Just Finished Reading: The Uninhabitable Earth – A Story of the Future by David Wallace-Wells (FP: 2019) [238pp]
You just know there will be no sugar coating of the issue of Global Warming/Climate Change when the author opens with this sentence: It is worse, much worse, than you think. Sitting in the affluent west it’s easy to be comforted by a number of pervasive climate myths – that climate change is happening slowly and that we have plenty of time to respond, or indeed that it’s happening slowly enough that we’ll be long dead before it happens, that it’s happening elsewhere, to other much poorer people and that although we care (and donate to various disaster appeals) it doesn’t really affect us, that we, in the rich western world, will be able to buy our way or build our way out of it and live full rich lives behind our flood defences. This, to an extent at least, has some truth to it. Poor countries will be hit harder by the effects of climate change and will be less able to cope with these changes. Rich countries can afford much more money to spend on mitigation strategies which will reduce the overall effect of climate change. But the one thing we can’t sidestep or talk our way around is the time argument. Global Warming isn’t coming in 100 years or even 50 years, it’s here now, today. What we see on our television screens or by simply looking out of the window is happening today and will continue to happen tomorrow, next month and in the years to come.

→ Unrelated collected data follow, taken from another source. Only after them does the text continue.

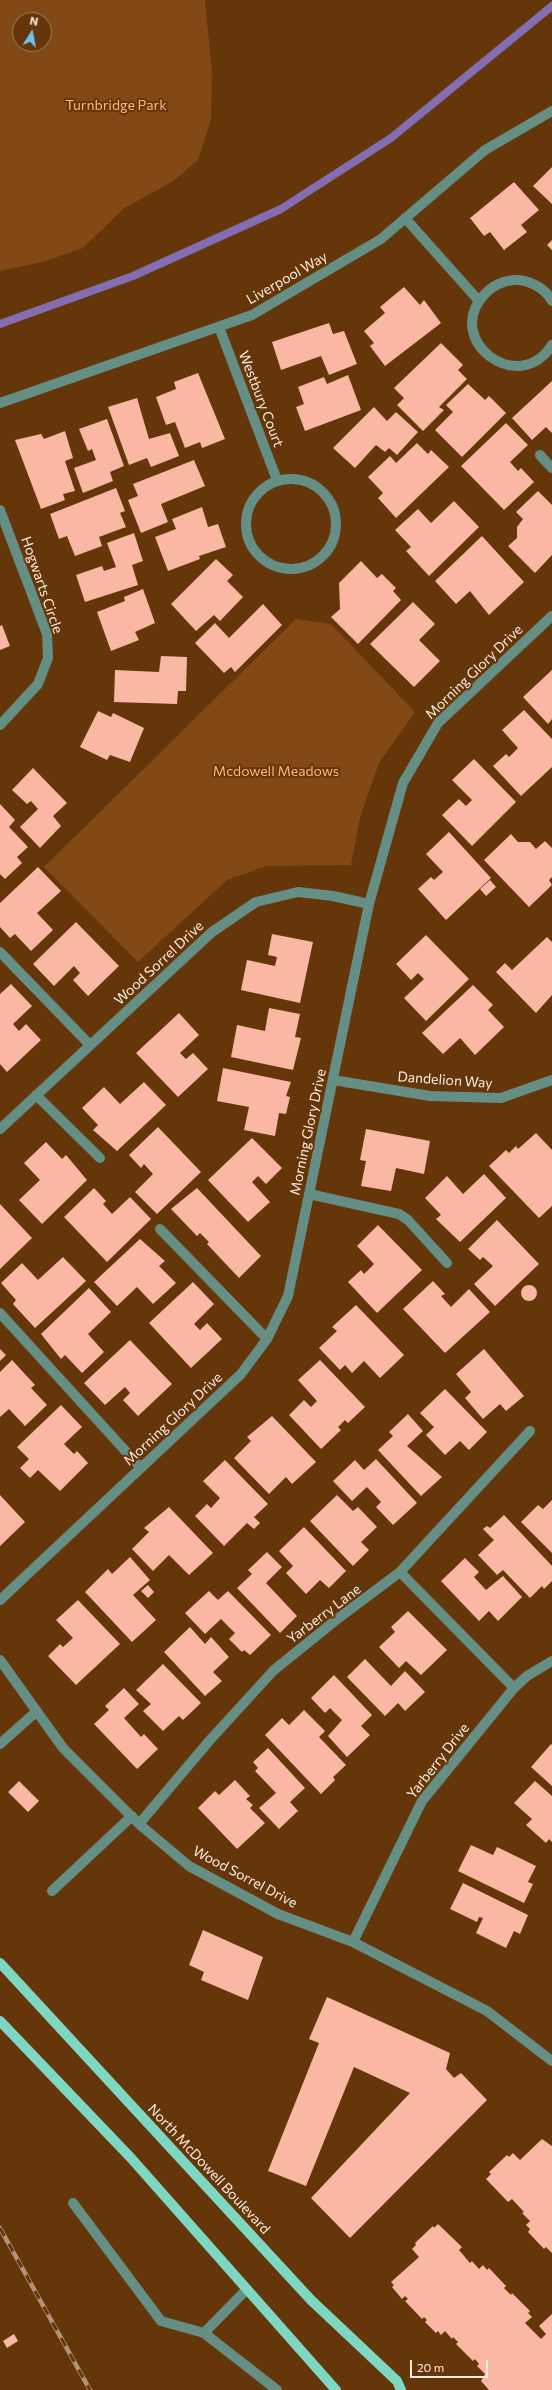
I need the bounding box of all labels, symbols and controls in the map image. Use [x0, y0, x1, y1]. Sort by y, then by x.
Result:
north arrow [12, 12, 52, 52]
text: N [29, 14, 39, 28]
park label: Turnbridge Park [65, 97, 167, 113]
street label: Liverpool Way [244, 248, 330, 308]
street label: Westbury Court [235, 349, 287, 449]
street label: Hogwarts Circle [18, 534, 66, 636]
street label: Morning Glory Drive [422, 621, 526, 723]
park label: Mcdowell Meadows [213, 763, 339, 779]
street label: Wood Sorrel Drive [111, 917, 207, 1009]
street label: Morning Glory Drive [286, 1067, 330, 1197]
street label: Dandelion Way [397, 1068, 493, 1092]
street label: Morning Glory Drive [120, 1369, 226, 1469]
street label: Yarberry Lane [284, 1581, 364, 1647]
street label: Yarberry Drive [403, 1720, 473, 1802]
street label: Wood Sorrel Drive [190, 1842, 300, 1912]
street label: North McDowell Boulevard [144, 2101, 274, 2237]
scale bar [412, 2352, 490, 2378]
text: 20 m [417, 2360, 444, 2374]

But the droughts, floods, fires, mudslides, hurricanes and much else we’re experiencing isn’t the new normal – far from it. What we’re seeing now isn’t the new equilibrium, the new steady state. What millions of people are experiencing across the globe is the start of things, the tip, as it were, of the melting iceberg. We really haven’t seen anything yet. If nothing is done, as largely nothing has been done so far, we will experience longer hotter heatwaves, deeper longer droughts, much more flooding and sea level rises, more and stronger hurricanes as well as all the known knock-on effects we are becoming all too familiar with – the spread of ‘exotic’ diseases and pests, climate refugees growing year on year, increasing climate related conflict over basic resources such as water and on and on. It is not, indeed far from it, a pleasant picture to behold.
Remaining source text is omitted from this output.